Major “exogenous and endogenous shocks” have posed significant challenges to Tunisia's economy amid protracted political transition and security turmoil that have dented confidence and thus economic growth, the IMF said in statement following a visit to Tunisia. The visit came at the request of the Tunisian authorities in the context of the first and second reviews of Tunisia’s economic and reform program supported by the IMF’s USD 1.78bn 24-month stand-by arrangement.
The IMF warned that Tunisia’s instability has led to slower GDP growth, delayed reform implementation, and investors’ prolonged wait-and-see attitude.

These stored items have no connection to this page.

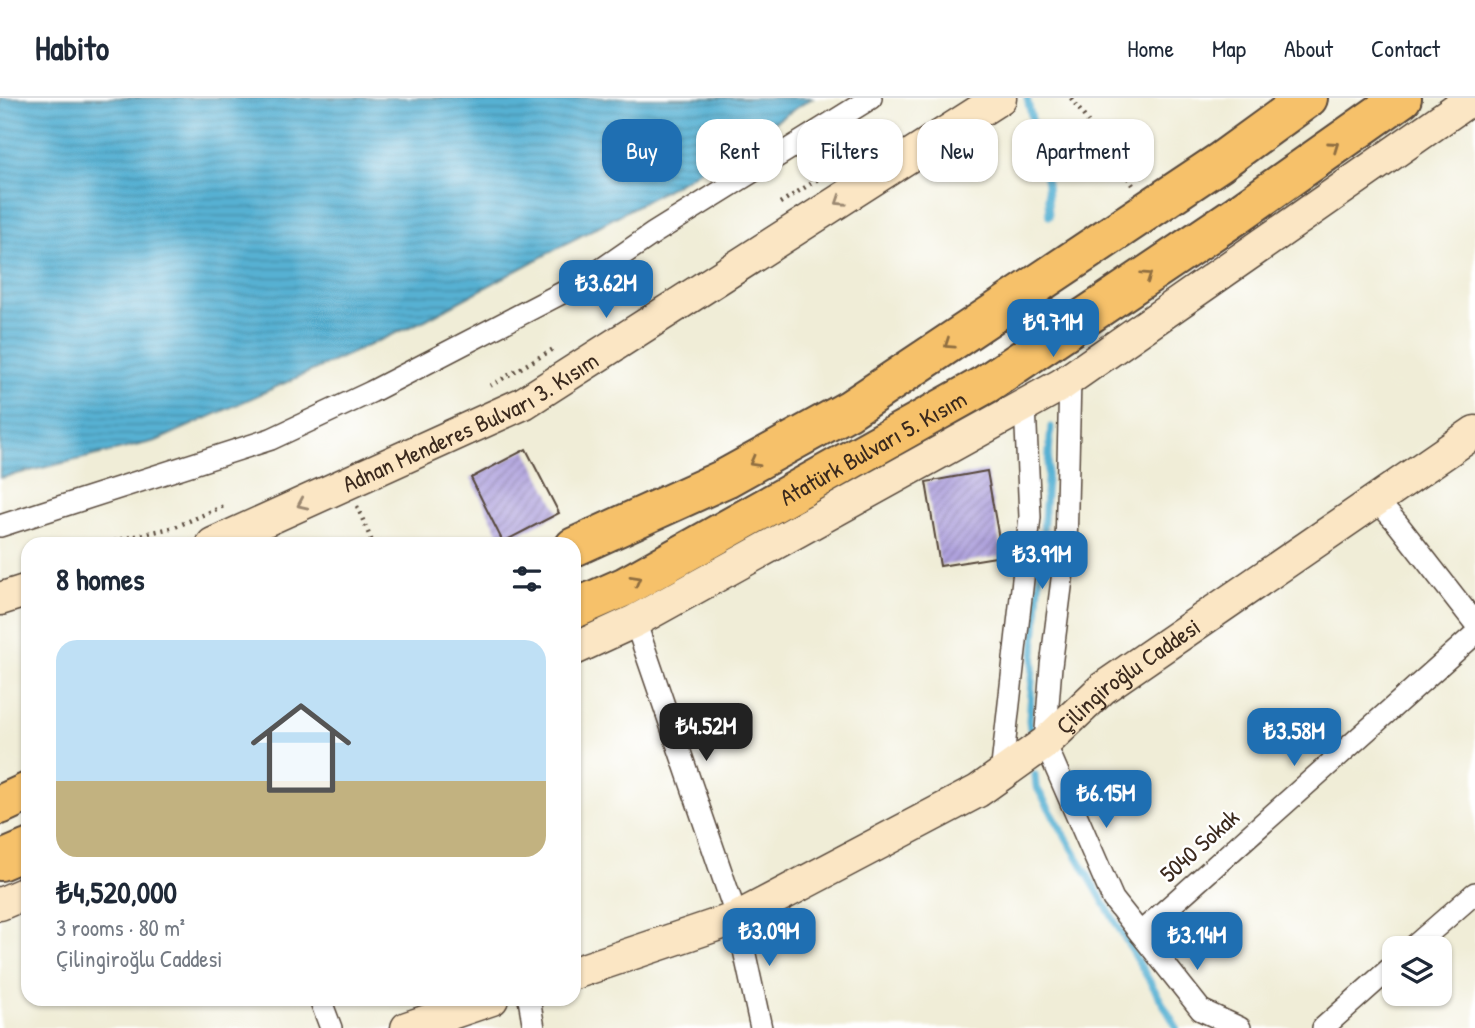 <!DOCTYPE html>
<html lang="en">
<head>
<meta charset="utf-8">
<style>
	body { margin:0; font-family:"Patrick Hand",sans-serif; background:#f6f6f7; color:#1f2937; height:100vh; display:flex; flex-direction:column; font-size:26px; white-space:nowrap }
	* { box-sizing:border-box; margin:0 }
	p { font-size:23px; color:#747a83 }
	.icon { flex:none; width:38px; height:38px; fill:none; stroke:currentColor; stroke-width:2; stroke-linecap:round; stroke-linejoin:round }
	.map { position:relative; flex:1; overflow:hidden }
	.side { position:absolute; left:21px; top:439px; width:560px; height:469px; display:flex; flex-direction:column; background:#fff; border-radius:21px; box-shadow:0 2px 5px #0004 }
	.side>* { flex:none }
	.hud { position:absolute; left:602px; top:21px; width:665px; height:63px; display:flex; gap:14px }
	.buttons { position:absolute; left:1382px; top:838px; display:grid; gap:14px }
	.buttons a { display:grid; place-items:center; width:70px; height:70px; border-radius:14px; background:#fff; box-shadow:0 2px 5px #0004; font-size:35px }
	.price { position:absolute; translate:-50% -60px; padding:0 16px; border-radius:14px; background:#1f6fb2; color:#fff; font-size:23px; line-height:46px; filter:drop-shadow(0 2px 4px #0008) }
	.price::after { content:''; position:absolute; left:50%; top:42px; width:21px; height:16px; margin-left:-10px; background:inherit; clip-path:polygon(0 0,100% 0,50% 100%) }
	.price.active { background:#222; color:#fff }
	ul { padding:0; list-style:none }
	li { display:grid; align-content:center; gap:14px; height:371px; padding:0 35px }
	li span { display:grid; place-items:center; height:217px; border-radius:21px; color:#555 }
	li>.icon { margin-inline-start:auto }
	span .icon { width:126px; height:126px; fill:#fffc; stroke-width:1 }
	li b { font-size:30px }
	h2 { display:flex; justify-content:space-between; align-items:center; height:84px; padding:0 35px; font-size:30px }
	.chip { padding:0 24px; border-radius:21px; background:#fff; box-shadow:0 2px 5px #0004; font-size:24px; line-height:63px }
	.chip.active { background:#1f6fb2; color:#fff }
	header { display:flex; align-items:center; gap:42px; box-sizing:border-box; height:98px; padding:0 35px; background:#fff; border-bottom:2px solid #e0e1e3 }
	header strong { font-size:33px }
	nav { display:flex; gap:38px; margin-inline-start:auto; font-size:24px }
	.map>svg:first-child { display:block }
</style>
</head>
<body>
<header>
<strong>Habito</strong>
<nav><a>Home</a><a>Map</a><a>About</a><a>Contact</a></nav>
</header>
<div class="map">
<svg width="1475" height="930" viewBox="0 0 1475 930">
	<defs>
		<pattern id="water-rules" width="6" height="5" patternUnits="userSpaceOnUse" patternTransform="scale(1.75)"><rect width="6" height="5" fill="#56b1d3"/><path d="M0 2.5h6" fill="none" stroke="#4890ab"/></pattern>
		<pattern id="building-hatch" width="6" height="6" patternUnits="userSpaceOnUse" patternTransform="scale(1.75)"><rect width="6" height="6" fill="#afa2dd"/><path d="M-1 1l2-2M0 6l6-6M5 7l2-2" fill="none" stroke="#9084b3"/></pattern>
	</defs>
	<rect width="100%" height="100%" fill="#fff"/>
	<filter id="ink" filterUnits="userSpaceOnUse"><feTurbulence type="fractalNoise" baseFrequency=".0143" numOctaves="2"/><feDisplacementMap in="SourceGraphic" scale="14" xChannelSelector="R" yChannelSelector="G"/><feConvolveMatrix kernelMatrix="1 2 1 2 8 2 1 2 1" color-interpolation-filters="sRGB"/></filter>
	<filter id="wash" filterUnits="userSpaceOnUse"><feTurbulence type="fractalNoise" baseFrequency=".00686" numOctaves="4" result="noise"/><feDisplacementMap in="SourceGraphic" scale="28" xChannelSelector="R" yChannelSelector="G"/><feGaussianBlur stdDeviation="1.57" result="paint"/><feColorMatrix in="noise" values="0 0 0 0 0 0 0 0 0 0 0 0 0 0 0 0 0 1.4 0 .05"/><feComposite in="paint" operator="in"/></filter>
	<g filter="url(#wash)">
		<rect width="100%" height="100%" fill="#f0edd7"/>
		<path fill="url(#water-rules)" stroke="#486e78" stroke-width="2" d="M0,0H812L684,82L425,222L156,343L0,380Z"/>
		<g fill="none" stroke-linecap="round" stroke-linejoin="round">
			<g stroke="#56b1d3" stroke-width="7">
				<path d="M1027,0L1047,85L1049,118"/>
				<path d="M1030,630L1029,622L1051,329"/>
				<path d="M1035,677L1036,688L1177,930"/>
			</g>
		</g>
		<g id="blocks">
			<g fill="url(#building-hatch)">
				<path d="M526,351L559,415L503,444L471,380Z"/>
				<path d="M987,373L1002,458L940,468L926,384Z"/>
			</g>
		</g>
	</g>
	<g filter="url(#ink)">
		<use href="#blocks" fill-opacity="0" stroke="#56473a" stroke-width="2"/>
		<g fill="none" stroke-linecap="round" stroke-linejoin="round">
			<g stroke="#56473a" stroke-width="24">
				<g id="street">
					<path d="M1070,281L1066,450L1051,568L1045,645L1113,801L1201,912L1240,930"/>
					<path d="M1376,402L1397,425L1475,525"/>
					<path d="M0,428L271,341L371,294L583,184L654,135L871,0"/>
					<path d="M635,523L737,820L761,930"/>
					<path d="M1001,677L1030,419L1025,307"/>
					<path d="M1140,835L1475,536"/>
					<path d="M1412,850L1475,795"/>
					<path d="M320,901L331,930"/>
					<path d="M529,901L534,930"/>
					<path d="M1323,930L1395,866"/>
				</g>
			</g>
			<g stroke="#56473a" stroke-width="35">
				<g id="secondary">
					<path id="s1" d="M213,446L524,305L1000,0"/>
					<path d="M0,501L28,492"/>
					<path d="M574,551L635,523L1061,287L1472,0"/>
					<path d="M0,806L28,794"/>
					<path id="s2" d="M574,875L737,820L978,693L1045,645L1103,590L1475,334"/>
					<path d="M407,930L492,901"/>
				</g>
			</g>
			<g stroke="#56473a" stroke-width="42">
				<g id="highway">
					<path d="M574,449L726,380L849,312L1220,64L1308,0"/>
					<path id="s3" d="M574,511L624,489L986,286L1238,116L1402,0"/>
					<path d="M0,707L28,694"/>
					<path d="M0,763L28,751"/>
				</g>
			</g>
			<g stroke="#56473a" stroke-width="4.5" stroke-dasharray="2 5" stroke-linecap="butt">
				<path d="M1071,0L1133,87"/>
				<path d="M780,105L858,56"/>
				<path d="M490,288L555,250"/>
				<path d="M357,408L373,446"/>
				<path d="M101,446L175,429L224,408"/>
			</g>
			<use href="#street" stroke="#fff" stroke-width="21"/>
			<use href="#secondary" stroke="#fbe6c4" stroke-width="32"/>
			<use href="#highway" stroke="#f6c16b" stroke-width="38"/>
		</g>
		<defs><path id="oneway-chevron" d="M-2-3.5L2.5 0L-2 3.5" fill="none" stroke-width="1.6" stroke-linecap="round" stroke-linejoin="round" transform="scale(1.75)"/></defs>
		<g stroke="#8f6e41">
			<use href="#oneway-chevron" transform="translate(1334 48) rotate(-35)"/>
			<use href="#oneway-chevron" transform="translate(1147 178) rotate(-34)"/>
			<use href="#oneway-chevron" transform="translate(949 246) rotate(146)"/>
			<use href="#oneway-chevron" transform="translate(754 364) rotate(151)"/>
			<use href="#oneway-chevron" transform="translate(636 482) rotate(-29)"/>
		</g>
		<g stroke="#9b8871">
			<use href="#oneway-chevron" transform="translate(840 103) rotate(147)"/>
			<use href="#oneway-chevron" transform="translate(302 406) rotate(156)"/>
		</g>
	</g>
	<g text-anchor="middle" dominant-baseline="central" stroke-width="5" stroke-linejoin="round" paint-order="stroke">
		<g font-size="24" fill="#3b2a1e" stroke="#fff">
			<text stroke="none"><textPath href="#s1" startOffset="285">Adnan Menderes Bulvarı 3. Kısım</textPath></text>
			<text stroke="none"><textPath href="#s3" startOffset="340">Atatürk Bulvarı 5. Kısım</textPath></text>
			<text stroke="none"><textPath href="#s2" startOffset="634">Çilingiroğlu Caddesi</textPath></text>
			<text transform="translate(1199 747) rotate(-42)">5040 Sokak</text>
		</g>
	</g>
</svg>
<div class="buttons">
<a><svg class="icon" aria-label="layers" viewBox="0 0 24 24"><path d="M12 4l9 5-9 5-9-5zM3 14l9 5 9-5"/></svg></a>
</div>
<b class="price" style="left:606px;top:222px">₺3.62M</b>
<b class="price" style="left:1053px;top:261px">₺9.71M</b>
<b class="price" style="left:1042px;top:493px">₺3.91M</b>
<b class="price active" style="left:706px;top:665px">₺4.52M</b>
<b class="price" style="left:1294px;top:670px">₺3.58M</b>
<b class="price" style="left:1106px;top:732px">₺6.15M</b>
<b class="price" style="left:769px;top:870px">₺3.09M</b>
<b class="price" style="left:1197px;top:874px">₺3.14M</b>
<div class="hud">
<a class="chip active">Buy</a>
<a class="chip">Rent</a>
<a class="chip">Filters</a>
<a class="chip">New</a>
<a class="chip">Apartment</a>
</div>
<section class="side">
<h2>8 homes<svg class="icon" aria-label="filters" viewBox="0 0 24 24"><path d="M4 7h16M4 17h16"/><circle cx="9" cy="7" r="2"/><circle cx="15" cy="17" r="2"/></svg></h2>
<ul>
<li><span style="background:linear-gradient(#bfe0f5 65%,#c2b280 0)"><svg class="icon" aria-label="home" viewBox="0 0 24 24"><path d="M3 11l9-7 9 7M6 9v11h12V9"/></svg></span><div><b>₺4,520,000</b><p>3 rooms · 80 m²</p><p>Çilingiroğlu Caddesi</p></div></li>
</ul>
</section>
</div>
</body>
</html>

In 2013, Tunisia’s economic recovery was lower-than-expected with a real full-year growth rate now estimated at 2.7% driven by public and private services, the IMF said. The CPI inflation will ease to 5.5% at end-2013 on lower food prices and a cautious monetary policy, the IMF forecasts. But the current account deficit continues to rise and will reach around 8.2% of GDP in 2013, reflecting the low level of tourism income coupled with weak external demand for Tunisian goods.
The budget deficit (on a cash basis, excluding grants and privatization proceeds) will likely widen to 8.8% of GDP in 2013, the IMF said. The budget parameters were constrained by higher subsidies, higher-than-projected arrears payments, as well as additional spending corresponding to the 2012 budget but paid for in 2013 during the complementary period, the IMF noted.
“Short-term risks to the outlook are important and to the downside. To address the main challenges facing Tunisia, immediate and urgent efforts are required to control budget and external deficits, reduce banking sector vulnerabilities, and generate more rapid and inclusive growth that can absorb unemployment while reducing social and economic disparities,” the IMF underscored.
In order to preserve macroeconomic stability, Tunisia should shift toward greater fiscal consolidation—while keeping priority social spending and growth-generating public investment—in addition to the pursuit of a more “restrictive monetary policy and a more flexible exchange rate policy,” the IMF said
The government should also speed up the implementation of the reform program to generate more a rapid and inclusive growth. The program includes the reform of the banking sector, the introduction of new procurement procedures, the new investment code, and a household support program for the underprivileged, the IMF noted.
The IMF also underscored its full commitment to support Tunisia through financing, economic and financial policy advice, and technical assistance.